March is Maple Madness Month in New Hampshire. It is an opportunity for you to enjoy some hands-on experience of how this old-fashioned New England tradition is produced. The sap will be flowing, the syrup will be boiling and the aroma will be mouth-watering. Many local sugar shacks in the Lakes Region of New Hampshire are offering open houses on weekends. One of them, Prescott Farm in Laconia, opens its door to the public every Saturday and allows you to try your hand at making some of your own liquid gold. And don’t forget to take a bottle of maple syrup home to enjoy the rest of the year.
March 3, 2011
There are many rituals to spring in the White Mountains and lakes regions of New Hampshire. Aside from the melting snow, running sap, longer days of sunlight, warming spring zephyrs budding out the limbs and branches of bushes and trees, and the hope of more temperate temperatures there is a long-standing tradition that signals the official, or unofficial, end of winter. A ritual well known in areas of ponds and lakes and bodies of water whose surfaces lay frozen solid all winter long, the custom of predicting ‘ice out’ the legitimate day and time the water becomes passable by watercraft.

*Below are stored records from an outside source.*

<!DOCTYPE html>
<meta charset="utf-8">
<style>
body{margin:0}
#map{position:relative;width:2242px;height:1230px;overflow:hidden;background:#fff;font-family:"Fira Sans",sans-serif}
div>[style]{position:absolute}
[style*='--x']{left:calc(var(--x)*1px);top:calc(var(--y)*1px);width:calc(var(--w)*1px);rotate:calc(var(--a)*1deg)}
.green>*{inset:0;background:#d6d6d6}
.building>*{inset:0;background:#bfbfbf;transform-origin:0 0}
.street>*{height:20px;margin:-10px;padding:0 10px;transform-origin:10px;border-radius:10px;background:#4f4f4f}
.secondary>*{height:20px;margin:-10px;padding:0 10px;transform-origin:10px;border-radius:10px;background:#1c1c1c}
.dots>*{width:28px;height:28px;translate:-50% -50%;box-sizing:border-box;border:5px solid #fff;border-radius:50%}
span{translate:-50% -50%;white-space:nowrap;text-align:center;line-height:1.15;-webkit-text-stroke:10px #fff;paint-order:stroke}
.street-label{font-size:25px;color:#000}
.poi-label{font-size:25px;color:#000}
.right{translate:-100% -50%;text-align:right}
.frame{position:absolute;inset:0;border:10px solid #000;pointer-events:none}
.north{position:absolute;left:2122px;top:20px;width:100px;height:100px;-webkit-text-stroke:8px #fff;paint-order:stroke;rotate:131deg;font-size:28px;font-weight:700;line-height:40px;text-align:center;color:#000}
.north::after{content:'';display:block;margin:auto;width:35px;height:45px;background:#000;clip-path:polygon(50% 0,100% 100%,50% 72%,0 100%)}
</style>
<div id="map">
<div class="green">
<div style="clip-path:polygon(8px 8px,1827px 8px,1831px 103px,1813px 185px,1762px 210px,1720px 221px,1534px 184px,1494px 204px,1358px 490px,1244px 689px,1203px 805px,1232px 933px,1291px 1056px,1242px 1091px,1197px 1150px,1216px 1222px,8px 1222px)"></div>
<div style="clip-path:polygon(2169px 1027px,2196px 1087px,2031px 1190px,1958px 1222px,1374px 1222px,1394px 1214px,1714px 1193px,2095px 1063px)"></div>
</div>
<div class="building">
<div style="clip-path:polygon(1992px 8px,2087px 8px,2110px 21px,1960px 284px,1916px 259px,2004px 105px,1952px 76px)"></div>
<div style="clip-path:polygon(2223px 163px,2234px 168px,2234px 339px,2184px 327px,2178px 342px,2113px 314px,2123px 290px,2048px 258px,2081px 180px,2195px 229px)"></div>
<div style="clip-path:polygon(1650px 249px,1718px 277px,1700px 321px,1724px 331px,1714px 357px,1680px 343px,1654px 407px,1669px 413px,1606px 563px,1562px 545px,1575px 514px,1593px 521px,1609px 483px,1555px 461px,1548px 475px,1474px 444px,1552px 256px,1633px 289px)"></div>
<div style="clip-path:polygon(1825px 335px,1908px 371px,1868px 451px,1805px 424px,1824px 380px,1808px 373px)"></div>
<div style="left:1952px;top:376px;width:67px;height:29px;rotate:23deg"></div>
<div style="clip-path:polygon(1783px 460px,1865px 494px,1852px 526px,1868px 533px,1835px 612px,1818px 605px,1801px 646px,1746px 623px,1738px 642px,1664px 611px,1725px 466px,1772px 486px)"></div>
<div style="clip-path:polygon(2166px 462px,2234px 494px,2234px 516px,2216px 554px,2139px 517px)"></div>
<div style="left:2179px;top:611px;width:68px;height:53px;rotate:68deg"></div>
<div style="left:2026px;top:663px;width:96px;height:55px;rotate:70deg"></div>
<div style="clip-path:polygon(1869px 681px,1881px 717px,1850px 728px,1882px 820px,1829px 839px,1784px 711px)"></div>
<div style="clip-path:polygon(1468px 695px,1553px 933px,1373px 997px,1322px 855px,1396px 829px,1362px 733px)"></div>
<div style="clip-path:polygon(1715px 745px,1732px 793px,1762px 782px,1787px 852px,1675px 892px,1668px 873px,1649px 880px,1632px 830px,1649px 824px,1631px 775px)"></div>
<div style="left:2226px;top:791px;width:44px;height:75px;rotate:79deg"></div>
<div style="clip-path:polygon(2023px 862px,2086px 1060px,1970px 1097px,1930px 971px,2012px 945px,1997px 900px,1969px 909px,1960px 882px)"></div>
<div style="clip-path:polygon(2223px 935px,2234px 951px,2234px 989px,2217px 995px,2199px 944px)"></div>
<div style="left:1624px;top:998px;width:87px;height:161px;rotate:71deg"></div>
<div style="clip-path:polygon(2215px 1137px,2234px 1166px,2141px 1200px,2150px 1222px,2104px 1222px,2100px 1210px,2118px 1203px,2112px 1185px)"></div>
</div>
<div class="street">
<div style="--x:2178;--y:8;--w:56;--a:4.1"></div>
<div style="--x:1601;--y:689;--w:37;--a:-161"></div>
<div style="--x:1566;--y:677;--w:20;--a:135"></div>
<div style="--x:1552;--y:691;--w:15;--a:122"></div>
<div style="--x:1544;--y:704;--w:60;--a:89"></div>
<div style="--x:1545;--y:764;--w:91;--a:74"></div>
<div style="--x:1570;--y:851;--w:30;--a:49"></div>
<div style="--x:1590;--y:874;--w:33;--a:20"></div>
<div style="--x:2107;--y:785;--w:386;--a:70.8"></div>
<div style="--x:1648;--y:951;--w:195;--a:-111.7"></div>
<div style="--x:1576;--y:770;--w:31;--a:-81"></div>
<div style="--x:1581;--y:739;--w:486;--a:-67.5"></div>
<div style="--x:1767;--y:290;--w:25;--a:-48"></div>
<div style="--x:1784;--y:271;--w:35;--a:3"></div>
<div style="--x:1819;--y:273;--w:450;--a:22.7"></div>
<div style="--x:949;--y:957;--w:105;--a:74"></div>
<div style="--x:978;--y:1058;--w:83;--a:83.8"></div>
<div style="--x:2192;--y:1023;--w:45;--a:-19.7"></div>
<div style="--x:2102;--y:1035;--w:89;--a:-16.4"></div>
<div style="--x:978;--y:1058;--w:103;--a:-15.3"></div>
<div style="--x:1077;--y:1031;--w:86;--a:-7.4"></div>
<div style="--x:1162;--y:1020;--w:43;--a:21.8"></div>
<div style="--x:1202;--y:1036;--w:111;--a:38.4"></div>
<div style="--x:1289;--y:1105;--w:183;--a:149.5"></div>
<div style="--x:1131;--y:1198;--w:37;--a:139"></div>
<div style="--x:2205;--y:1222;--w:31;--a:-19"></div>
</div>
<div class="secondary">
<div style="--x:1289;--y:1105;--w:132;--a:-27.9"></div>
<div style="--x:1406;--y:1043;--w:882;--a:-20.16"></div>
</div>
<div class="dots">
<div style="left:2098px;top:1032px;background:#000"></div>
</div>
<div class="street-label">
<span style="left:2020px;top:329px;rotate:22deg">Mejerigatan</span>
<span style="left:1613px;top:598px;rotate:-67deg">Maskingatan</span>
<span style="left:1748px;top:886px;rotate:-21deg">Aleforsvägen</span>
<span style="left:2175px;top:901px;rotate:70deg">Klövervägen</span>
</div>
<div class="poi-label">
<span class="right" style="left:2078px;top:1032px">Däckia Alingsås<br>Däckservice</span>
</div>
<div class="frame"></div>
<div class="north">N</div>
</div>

In our area, records for ice out on Squam Lake here in Holderness and Lake Winnipesaukee just down the road, are kept officially and unofficially. Statistics for Lake Winnipesaukee date back to 1887 when the ice out for that year came rather late on May 7, actually one of the latest documented. On the Lake Winnipesaukee website you can check the dates of ice out for every year since 1887. Official ice out is declared when the Mount Washington Cruise Ship is able to safely navigate in open water between Alton Bay, Center Harbor, Weirs Beach, Meredith and Wolfeboro. Squam Lake stats show ice out for last year on March 23, one day before Lake Winnipesaukee’s noted date. Squam Lake records from Riveredge Marina have been kept back to 1978, which had its latest ice out during that recorded time period of May 3rd.
Last year’s was the earliest recorded ice out for Lake Winnipesaukee on March 24 at 2pm to be exact. And if memory serves me, it was a glorious and welcome spring. A true prelude to the anticipation of summer. We’ll just have to make our wagers for this year’s event, and hope we guess right!